◆ Task requirements: Wherever the string "lineWidth" turns up in the data, copy the whole line.

◆ Entries supplied:
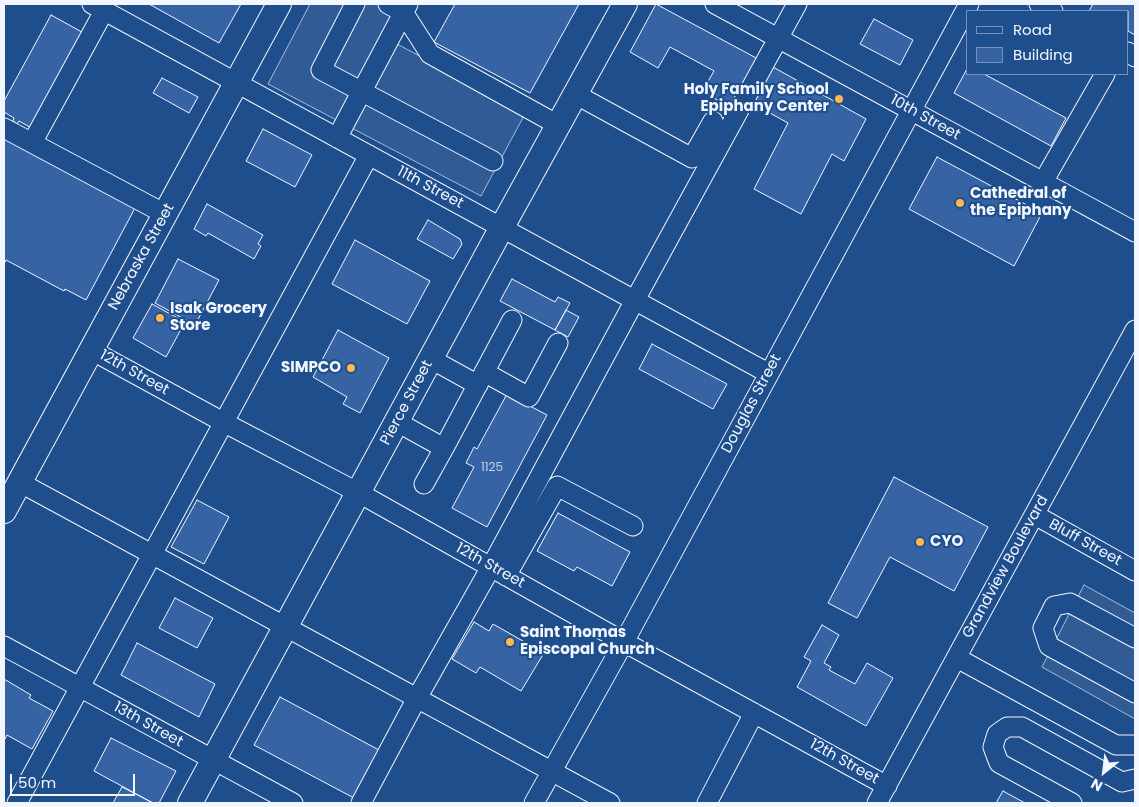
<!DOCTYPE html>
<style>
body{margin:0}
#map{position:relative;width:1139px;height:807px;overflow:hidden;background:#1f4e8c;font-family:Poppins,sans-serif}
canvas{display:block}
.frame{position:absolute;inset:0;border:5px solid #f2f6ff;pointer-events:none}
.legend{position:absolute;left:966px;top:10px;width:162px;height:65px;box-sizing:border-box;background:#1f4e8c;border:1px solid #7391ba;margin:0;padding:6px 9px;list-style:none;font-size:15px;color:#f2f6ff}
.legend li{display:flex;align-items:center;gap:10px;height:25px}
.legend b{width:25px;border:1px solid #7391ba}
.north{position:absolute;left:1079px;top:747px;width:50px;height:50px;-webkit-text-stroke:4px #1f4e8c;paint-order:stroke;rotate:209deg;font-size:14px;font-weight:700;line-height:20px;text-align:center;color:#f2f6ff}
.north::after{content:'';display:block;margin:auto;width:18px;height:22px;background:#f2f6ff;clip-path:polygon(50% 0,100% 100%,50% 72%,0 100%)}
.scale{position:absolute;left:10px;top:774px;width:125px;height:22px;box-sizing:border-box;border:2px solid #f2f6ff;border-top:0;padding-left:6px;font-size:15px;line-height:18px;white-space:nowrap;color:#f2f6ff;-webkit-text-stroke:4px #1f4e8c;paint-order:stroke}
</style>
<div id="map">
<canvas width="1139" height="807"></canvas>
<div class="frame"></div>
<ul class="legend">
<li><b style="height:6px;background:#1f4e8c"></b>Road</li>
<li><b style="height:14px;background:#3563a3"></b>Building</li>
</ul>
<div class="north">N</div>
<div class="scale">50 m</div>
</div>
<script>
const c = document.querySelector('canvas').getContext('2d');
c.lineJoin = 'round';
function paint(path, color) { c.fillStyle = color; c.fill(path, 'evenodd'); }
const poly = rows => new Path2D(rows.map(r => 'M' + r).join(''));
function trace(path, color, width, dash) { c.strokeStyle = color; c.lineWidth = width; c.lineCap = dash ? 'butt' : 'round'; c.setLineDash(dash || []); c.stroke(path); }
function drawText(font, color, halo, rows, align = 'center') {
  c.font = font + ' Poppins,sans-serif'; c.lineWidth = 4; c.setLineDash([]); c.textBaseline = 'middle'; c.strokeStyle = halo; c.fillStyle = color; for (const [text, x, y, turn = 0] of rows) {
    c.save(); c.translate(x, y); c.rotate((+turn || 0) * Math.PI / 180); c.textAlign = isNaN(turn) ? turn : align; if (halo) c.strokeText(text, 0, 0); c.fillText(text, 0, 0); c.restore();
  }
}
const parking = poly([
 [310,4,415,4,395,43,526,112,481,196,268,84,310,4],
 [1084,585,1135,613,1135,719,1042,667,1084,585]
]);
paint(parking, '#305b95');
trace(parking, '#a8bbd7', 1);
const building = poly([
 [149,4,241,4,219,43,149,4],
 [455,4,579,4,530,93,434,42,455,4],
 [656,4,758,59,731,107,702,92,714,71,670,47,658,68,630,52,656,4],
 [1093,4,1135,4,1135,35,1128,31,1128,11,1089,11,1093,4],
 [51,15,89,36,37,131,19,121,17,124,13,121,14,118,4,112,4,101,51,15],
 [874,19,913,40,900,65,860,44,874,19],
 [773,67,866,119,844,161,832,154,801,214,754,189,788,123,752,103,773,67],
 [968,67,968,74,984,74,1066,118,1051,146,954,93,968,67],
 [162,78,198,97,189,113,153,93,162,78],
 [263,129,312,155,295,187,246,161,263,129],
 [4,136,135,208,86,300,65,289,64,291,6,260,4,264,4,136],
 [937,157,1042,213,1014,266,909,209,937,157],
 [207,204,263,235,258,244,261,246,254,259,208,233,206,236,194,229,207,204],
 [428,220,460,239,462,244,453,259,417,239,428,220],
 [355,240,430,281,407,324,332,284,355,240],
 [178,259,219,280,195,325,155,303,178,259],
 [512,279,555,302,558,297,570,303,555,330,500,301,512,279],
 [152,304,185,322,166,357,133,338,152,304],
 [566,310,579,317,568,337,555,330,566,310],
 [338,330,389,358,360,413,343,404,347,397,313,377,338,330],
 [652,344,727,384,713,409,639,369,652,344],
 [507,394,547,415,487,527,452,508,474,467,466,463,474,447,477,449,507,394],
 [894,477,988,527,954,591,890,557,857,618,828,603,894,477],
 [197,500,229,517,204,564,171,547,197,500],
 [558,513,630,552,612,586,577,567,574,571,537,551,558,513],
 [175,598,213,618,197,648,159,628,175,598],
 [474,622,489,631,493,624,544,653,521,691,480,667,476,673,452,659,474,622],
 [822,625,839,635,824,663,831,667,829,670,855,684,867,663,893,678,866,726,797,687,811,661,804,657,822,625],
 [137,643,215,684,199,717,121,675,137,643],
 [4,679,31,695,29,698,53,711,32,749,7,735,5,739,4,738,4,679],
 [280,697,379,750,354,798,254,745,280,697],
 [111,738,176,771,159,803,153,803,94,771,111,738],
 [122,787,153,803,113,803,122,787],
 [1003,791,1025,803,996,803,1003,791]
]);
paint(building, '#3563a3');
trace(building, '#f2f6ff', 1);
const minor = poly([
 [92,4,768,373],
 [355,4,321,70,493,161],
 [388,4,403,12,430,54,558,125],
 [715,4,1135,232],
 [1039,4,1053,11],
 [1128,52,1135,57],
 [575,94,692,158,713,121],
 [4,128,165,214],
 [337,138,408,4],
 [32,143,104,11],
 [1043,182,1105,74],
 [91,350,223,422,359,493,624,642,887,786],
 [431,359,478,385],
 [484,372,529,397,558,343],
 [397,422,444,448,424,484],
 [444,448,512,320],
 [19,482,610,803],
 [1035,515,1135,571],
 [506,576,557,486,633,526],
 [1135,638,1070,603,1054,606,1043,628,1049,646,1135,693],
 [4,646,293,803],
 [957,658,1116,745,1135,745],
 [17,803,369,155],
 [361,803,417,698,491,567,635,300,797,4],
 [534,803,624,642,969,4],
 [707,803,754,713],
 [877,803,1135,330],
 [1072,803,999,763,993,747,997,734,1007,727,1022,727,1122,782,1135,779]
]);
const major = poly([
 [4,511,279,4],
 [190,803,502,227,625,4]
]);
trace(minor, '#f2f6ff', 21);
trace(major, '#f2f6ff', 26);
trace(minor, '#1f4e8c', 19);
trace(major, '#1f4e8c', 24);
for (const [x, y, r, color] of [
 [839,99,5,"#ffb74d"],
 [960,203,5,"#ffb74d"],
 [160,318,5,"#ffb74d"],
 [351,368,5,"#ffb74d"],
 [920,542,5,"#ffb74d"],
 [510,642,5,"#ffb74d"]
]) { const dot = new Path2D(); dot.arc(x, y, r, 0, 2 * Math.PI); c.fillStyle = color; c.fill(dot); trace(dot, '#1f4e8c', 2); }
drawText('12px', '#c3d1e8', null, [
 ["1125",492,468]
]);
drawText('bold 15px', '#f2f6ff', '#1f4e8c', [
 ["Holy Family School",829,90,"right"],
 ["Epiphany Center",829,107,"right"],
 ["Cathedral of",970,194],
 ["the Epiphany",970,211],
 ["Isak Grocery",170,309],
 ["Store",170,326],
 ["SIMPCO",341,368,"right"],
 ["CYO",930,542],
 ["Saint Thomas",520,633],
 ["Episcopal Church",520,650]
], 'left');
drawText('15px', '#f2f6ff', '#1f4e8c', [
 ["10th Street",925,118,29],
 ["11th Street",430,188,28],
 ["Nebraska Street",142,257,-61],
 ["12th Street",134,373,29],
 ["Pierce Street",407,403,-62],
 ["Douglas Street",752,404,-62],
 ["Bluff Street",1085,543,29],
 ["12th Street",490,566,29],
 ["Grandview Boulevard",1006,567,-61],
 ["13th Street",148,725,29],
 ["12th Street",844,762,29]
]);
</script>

◆ Completed task:
function trace(path, color, width, dash) { c.strokeStyle = color; c.lineWidth = width; c.lineCap = dash ? 'butt' : 'round'; c.setLineDash(dash || []); c.stroke(path); }
  c.font = font + ' Poppins,sans-serif'; c.lineWidth = 4; c.setLineDash([]); c.textBaseline = 'middle'; c.strokeStyle = halo; c.fillStyle = color; for (const [text, x, y, turn = 0] of rows) {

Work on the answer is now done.